Assignment: Your job is to copy every line in the material containing the word "shadow".

Data supplied:
□ □ □ □ □ □ □

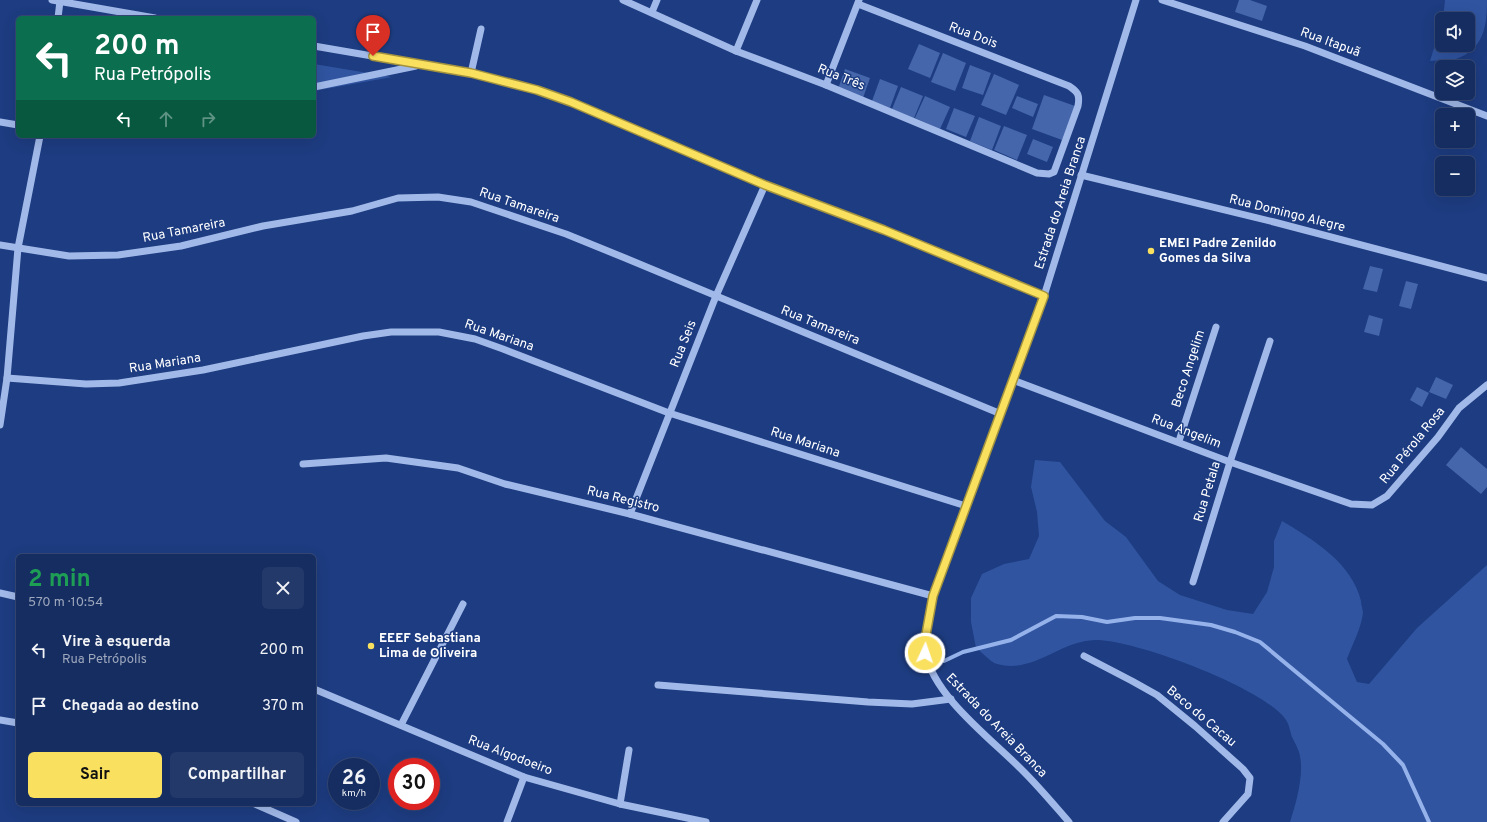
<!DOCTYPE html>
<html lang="pt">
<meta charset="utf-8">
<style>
:root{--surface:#162d61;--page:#23396a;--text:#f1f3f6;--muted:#9ea8bd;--line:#354976;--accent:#fae05f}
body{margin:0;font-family:Overpass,sans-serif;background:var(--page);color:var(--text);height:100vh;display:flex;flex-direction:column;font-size:15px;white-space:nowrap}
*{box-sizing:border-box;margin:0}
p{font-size:13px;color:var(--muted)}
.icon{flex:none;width:22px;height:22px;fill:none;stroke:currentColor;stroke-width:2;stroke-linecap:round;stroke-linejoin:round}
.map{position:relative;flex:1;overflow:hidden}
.sheet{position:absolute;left:16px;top:554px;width:300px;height:252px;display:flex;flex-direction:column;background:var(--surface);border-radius:6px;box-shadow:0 4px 16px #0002,0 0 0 1px var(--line)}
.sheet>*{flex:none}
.hud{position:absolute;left:16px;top:16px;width:300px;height:122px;border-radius:6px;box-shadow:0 4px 16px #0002,0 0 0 1px var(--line);background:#0b6e4f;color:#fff;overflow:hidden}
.fabs{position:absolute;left:1435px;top:12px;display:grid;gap:8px}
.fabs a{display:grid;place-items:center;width:40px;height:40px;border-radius:6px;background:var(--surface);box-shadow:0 4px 16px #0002,0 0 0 1px var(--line);font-size:20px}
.speed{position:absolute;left:328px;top:758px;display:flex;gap:8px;font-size:20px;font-weight:700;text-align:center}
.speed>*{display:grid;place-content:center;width:52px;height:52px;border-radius:50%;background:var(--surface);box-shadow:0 4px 16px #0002,0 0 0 1px var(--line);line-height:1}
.speed small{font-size:10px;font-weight:400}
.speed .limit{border:6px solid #d22;background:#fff;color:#111}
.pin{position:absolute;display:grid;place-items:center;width:34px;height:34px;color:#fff;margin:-41px -17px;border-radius:50% 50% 50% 0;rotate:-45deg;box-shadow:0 0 4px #0007}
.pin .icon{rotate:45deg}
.me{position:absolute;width:44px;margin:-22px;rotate:3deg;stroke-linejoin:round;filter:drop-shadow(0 0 3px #0008)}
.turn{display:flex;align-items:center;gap:14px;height:84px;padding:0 12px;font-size:18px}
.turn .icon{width:52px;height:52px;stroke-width:2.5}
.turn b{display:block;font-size:28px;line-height:34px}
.lanes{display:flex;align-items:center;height:38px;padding:0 12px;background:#0003;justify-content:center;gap:20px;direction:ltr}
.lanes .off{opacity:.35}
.round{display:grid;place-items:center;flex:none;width:42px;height:42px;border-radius:6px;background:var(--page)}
.summary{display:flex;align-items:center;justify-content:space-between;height:68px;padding:0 12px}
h1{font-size:24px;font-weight:700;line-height:30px;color:#1e9e55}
.button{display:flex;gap:8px;margin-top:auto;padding:8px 12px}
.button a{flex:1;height:46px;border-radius:6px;background:var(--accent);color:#111;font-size:16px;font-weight:700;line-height:46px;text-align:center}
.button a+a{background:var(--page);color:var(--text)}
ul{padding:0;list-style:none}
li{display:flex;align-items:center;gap:12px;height:56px;padding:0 12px}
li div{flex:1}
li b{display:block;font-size:15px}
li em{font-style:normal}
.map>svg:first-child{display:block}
</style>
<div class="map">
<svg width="1487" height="822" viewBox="0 0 1487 822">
<rect width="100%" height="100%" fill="#1d3c81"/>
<g fill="#3054a0">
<path d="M1445 0H1487C1487 26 1484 49 1456 59 1448 61 1438 60 1430 61L1442 22V45H1468V19H1443Z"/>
<path d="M314 64 392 77 314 91Z"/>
<path d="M1035 460 1060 462 1105 521 1126 537 1158 581 1180 595 1227 610 1253 614 1267 592 1274 567V541L1282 521C1314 540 1352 563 1361 601 1361 605 1363 610 1363 613 1361 629 1352 645 1347 659L1357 682 1369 684 1417 628 1487 565V822H1290C1296 804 1304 775 1300 756 1299 750 1295 743 1292 737 1290 731 1289 724 1286 720 1265 688 1133 639 1095 640 1059 641 1034 674 997 664 990 662 982 652 976 648L971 622V598L982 574 1004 564 1029 559 1039 536 1037 512 1031 487Z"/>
</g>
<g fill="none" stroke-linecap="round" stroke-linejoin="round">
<path stroke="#95b2eb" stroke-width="4" d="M944 661 963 652 1011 640 1056 616 1082 617 1107 622 1135 618H1160L1211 625 1235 632 1260 642 1383 744 1403 765 1429 822"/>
</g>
<g fill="#4566ab">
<path d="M1239 0H1250L1267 6 1262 21 1235 12Z"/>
<path d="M919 44 940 53 930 78 908 69Z"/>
<path d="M943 53 966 63 955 91 931 82Z"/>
<path d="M970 65 991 73 983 95 962 88Z"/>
<path d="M845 69 870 78 863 98 838 89Z"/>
<path d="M994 74 1019 85 1006 115 981 105Z"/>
<path d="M880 79 898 86 890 108 872 101Z"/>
<path d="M901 87 923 96 914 118 892 109Z"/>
<path d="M1044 95 1075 106 1062 140 1032 129Z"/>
<path d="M925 96 950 107 940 129 915 118Z"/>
<path d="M1017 96 1038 104 1033 117 1012 108Z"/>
<path d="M954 108 975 116 966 137 946 129Z"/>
<path d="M979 117 1001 126 992 150 970 141Z"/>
<path d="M1004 126 1027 135 1017 160 994 150Z"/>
<path d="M1033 139 1053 147 1047 162 1027 154Z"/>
<path d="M1370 266 1383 269 1377 292 1363 289Z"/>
<path d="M1406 281 1418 284 1411 309 1399 306Z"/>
<path d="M1369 315 1383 319 1379 336 1364 332Z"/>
<path d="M1436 377 1453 385 1446 399 1429 392Z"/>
<path d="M1417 387 1429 393 1422 407 1410 400Z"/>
<path d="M1461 447 1487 469V487L1481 494 1446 465Z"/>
</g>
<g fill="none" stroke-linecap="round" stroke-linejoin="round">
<g stroke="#a1b9e9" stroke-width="7">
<path d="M52 0 155 18"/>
<path d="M623 0 736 51 826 85 1037 173 1049 174 1054 172 1078 106C1080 95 1078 92 1069 86L858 4"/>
<path d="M1162 0 1305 46 1487 116"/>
<path d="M652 12 657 0"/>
<path d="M58 18 60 1"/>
<path d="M314 46 471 73 537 90 571 102 765 185 884 230 1044 296"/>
<path d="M736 51 757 0"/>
<path d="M471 73 481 29"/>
<path d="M826 85 859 0"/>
<path d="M314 87 416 66"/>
<path d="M0 122 18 125"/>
<path d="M1081 175 1274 222 1487 278"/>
<path d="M0 245 69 256 118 255 181 246 263 226 352 211 398 198 438 197 471 202 566 234 625 258 1001 414"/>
<path d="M7 378 86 384 119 383 203 370 363 336 391 332H439L475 339 503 349 669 413 966 506"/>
<path d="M1013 380 1230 462 1351 504 1372 505 1387 496 1438 437 1459 408 1487 385"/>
<path d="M0 425 7 378 18 248 40 136"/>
<path d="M1179 441 1216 327"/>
<path d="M303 464 386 458 458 468 505 484 630 514 933 596"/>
<path d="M630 514 716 296 765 185"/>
<path d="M1193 582 1230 462 1270 341"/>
<path d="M0 593 18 597"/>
<path d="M1084 656 1132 681 1157 695 1195 726 1243 769 1250 778 1248 794 1223 822"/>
<path d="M658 685 868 702 912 704 951 699"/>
<path d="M314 689 524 777 620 804 706 822"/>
<path d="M0 720 18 723"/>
<path d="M401 725 463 604"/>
<path d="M255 804 296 822"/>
<path d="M620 804 629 750"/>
<path d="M507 822 524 777"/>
<path d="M1069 822C1054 805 1040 788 1024 772 994 741 934 697 926 654 922 636 930 614 933 596L1044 296 1136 0"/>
</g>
</g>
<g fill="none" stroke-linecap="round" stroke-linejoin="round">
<g stroke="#a2923e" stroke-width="10">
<path id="route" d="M373 56 471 73 537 90 571 102 765 185 884 230 1044 296 933 596 925 640V653"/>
</g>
<use href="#route" stroke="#fae05f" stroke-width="7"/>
</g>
<g fill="#fae05f" stroke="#1d3c81" stroke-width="1.5">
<circle cx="1151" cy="251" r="4"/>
<circle cx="371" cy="646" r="4"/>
</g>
<g text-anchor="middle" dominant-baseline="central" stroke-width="3" stroke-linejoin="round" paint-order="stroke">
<g font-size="13" fill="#fff" stroke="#1d3c81">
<text transform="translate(973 36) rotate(21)">Rua Dois</text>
<text transform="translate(1330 43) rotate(20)">Rua Itapuã</text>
<text transform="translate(841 78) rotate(22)">Rua Três</text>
<text transform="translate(1061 203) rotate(-72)">Estrada do Areia Branca</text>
<text transform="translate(519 206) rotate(19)">Rua Tamareira</text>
<text transform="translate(1287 214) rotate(14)">Rua Domingo Alegre</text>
<text transform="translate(184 231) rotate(-11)">Rua Tamareira</text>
<text transform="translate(820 326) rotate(22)">Rua Tamareira</text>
<text transform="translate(499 336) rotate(19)">Rua Mariana</text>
<text transform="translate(684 344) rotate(-68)">Rua Seis</text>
<text transform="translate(165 364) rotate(-9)">Rua Mariana</text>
<text transform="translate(1189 369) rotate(-72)">Beco Angelim</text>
<text transform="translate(1186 432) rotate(21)">Rua Angelim</text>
<text transform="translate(805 443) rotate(18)">Rua Mariana</text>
<text transform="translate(1413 446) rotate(-51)">Rua Pérola Rosa</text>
<text transform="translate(1208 492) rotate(-73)">Rua Petala</text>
<text transform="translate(623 500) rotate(14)">Rua Registro</text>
<text transform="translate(1201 717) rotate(40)">Beco do Cacau</text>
<text transform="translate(996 726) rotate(46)">Estrada do Areia Branca</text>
<text transform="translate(510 756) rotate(21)">Rua Algodoeiro</text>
</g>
<g font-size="13" font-weight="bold" fill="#fff" stroke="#1d3c81" text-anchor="start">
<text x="1159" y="244">EMEI Padre Zenildo<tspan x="1159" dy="15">Gomes da Silva</tspan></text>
<text x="379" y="639">EEEF Sebastiana<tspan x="379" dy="15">Lima de Oliveira</tspan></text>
</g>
</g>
</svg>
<div class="fabs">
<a><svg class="icon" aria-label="sound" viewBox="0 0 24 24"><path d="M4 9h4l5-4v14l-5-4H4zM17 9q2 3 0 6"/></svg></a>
<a><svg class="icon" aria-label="layers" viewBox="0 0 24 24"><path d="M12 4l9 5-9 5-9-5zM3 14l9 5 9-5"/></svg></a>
<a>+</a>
<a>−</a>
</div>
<div class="speed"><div>26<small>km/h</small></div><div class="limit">30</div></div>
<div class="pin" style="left:373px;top:56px;background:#d93025"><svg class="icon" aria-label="arrive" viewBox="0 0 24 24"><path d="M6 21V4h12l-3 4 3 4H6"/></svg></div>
<svg class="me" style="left:925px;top:653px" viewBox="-20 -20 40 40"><circle r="17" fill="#fae05f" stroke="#fff" stroke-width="3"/><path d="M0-11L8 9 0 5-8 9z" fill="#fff"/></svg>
<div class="hud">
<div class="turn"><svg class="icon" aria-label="left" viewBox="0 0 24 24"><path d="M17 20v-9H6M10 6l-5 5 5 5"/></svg><div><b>200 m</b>Rua Petrópolis</div></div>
<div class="lanes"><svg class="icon" aria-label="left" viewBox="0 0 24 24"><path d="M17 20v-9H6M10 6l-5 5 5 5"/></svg><svg class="icon off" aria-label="ahead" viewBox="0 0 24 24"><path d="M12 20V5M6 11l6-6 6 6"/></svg><svg class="icon off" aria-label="right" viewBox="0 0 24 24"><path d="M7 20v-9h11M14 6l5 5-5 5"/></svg></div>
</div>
<section class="sheet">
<div class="summary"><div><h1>2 min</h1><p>570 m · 10:54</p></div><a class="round"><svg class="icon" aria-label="close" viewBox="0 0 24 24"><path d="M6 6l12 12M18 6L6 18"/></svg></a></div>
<ul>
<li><svg class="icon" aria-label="left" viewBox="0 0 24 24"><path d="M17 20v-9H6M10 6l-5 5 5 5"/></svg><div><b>Vire à esquerda</b><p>Rua Petrópolis</p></div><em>200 m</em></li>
<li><svg class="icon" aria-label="arrive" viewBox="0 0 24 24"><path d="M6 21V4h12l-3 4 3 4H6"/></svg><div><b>Chegada ao destino</b></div><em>370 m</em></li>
</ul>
<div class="button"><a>Sair</a><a>Compartilhar</a></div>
</section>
</div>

□ □ □ □ □ □ □

Expected answer:
.sheet{position:absolute;left:16px;top:554px;width:300px;height:252px;display:flex;flex-direction:column;background:var(--surface);border-radius:6px;box-shadow:0 4px 16px #0002,0 0 0 1px var(--line)}
.hud{position:absolute;left:16px;top:16px;width:300px;height:122px;border-radius:6px;box-shadow:0 4px 16px #0002,0 0 0 1px var(--line);background:#0b6e4f;color:#fff;overflow:hidden}
.fabs a{display:grid;place-items:center;width:40px;height:40px;border-radius:6px;background:var(--surface);box-shadow:0 4px 16px #0002,0 0 0 1px var(--line);font-size:20px}
.speed>*{display:grid;place-content:center;width:52px;height:52px;border-radius:50%;background:var(--surface);box-shadow:0 4px 16px #0002,0 0 0 1px var(--line);line-height:1}
.pin{position:absolute;display:grid;place-items:center;width:34px;height:34px;color:#fff;margin:-41px -17px;border-radius:50% 50% 50% 0;rotate:-45deg;box-shadow:0 0 4px #0007}
.me{position:absolute;width:44px;margin:-22px;rotate:3deg;stroke-linejoin:round;filter:drop-shadow(0 0 3px #0008)}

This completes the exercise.